You have accepted and forgiven your parents, but your partners (husband, wife) have not. So it turns out that the realization of a common goal or plan gets stalled.

But you can be that solution-person for your partner, and he, being in your field, reads it. And this might lead him to changes, including in his relationship with his parents.

To Forgive or to Ask for Forgiveness

Forgiving parents is necessary, even if you never knew your father or mother.

Not knowing and not respecting are two different things. You can never see a person but feel immense respect or gratitude toward them, because thanks to them you came into existence.

 This is possible if, in childhood, no nonsense was poured into your ears, or later in adolescence you didn’t come up with the idea yourself that you were unwanted, abandoned, and so on.

You must forgive, not ask for forgiveness.
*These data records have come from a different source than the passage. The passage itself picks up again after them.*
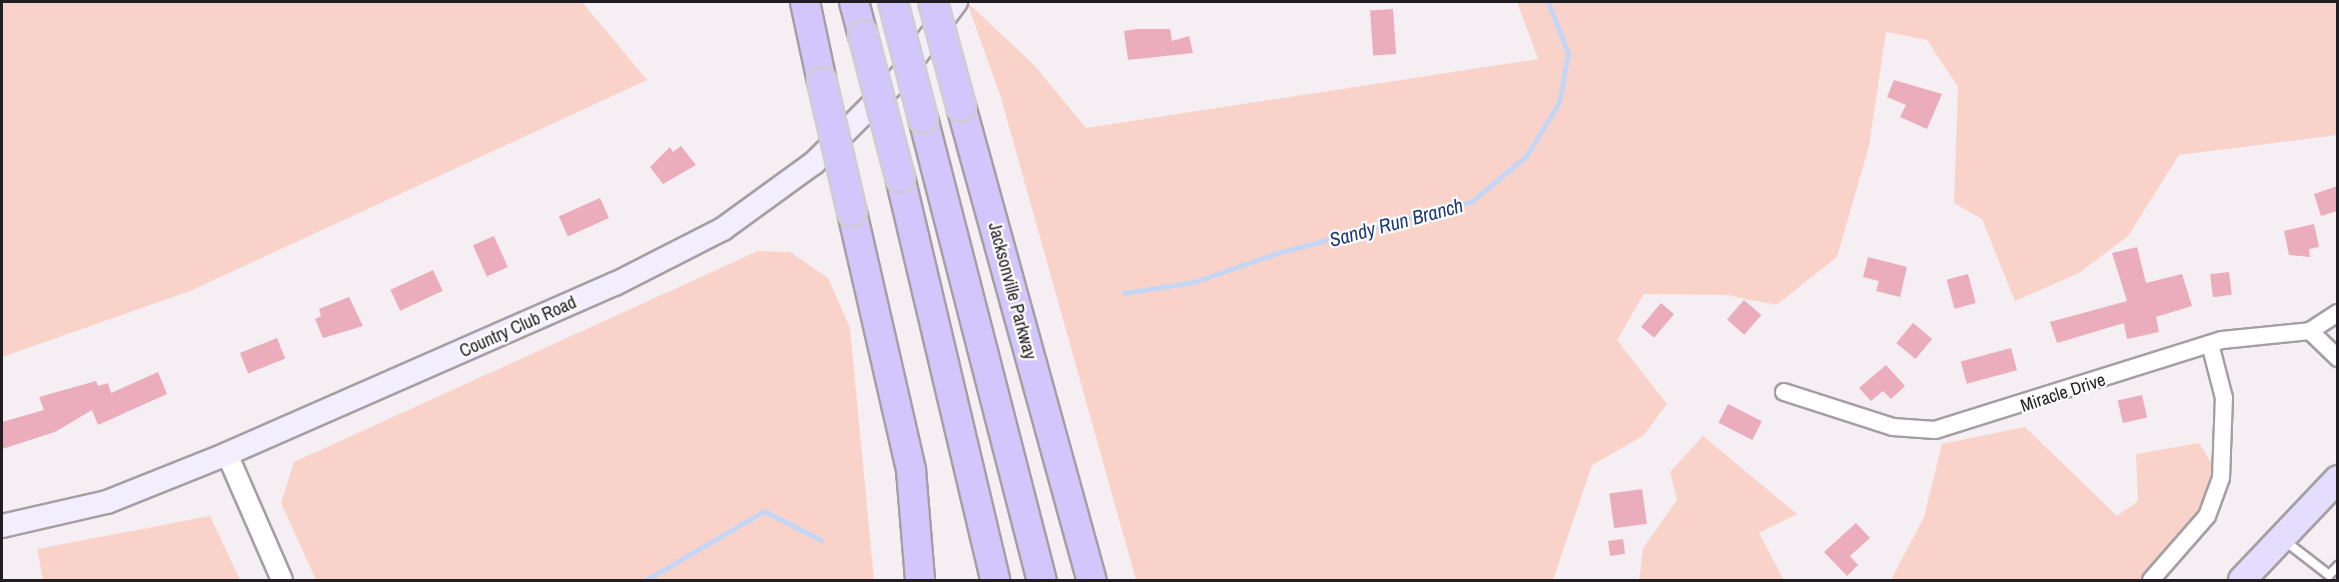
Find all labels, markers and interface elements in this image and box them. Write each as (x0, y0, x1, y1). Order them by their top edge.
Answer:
water label: Sandy Run Branch (1326, 193, 1466, 251)
street label: Jacksonville Parkway (983, 220, 1041, 362)
street label: Country Club Road (456, 292, 580, 362)
street label: Miracle Drive (2018, 369, 2108, 417)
Imagine that you chose with your soul the experience of being raped, and then your whole life couldn’t let a man touch you, or you chose to be a murderer and paid for it your whole life.

Do you think it will be easy for your ego-personality just because somewhere out there you made such an agreement?

People would not spend so much money on psychotherapy and all kinds of therapy if it were so simple to untie all those knots and leave them in the past.

But unforgiveness destroys, hatred destroys. Everyone has episodes for which they can forgive their parents.

It is impossible to be in your power, to be self-sufficient, when a bird is wounded or when both of its wings are not working.

We do this not for them, but for ourselves, in order to feel good, stronger, more powerful, lighter, without the burden of the past.

See also Forgiving yourself is an important step on the path to self-acceptance and connecting with higher wisdom

How are you with forgiving your parents? What does clan and kin mean to you?

Based on the original Russian article from Keys of Mastery (kluchimasterstva.ru), published since 2010.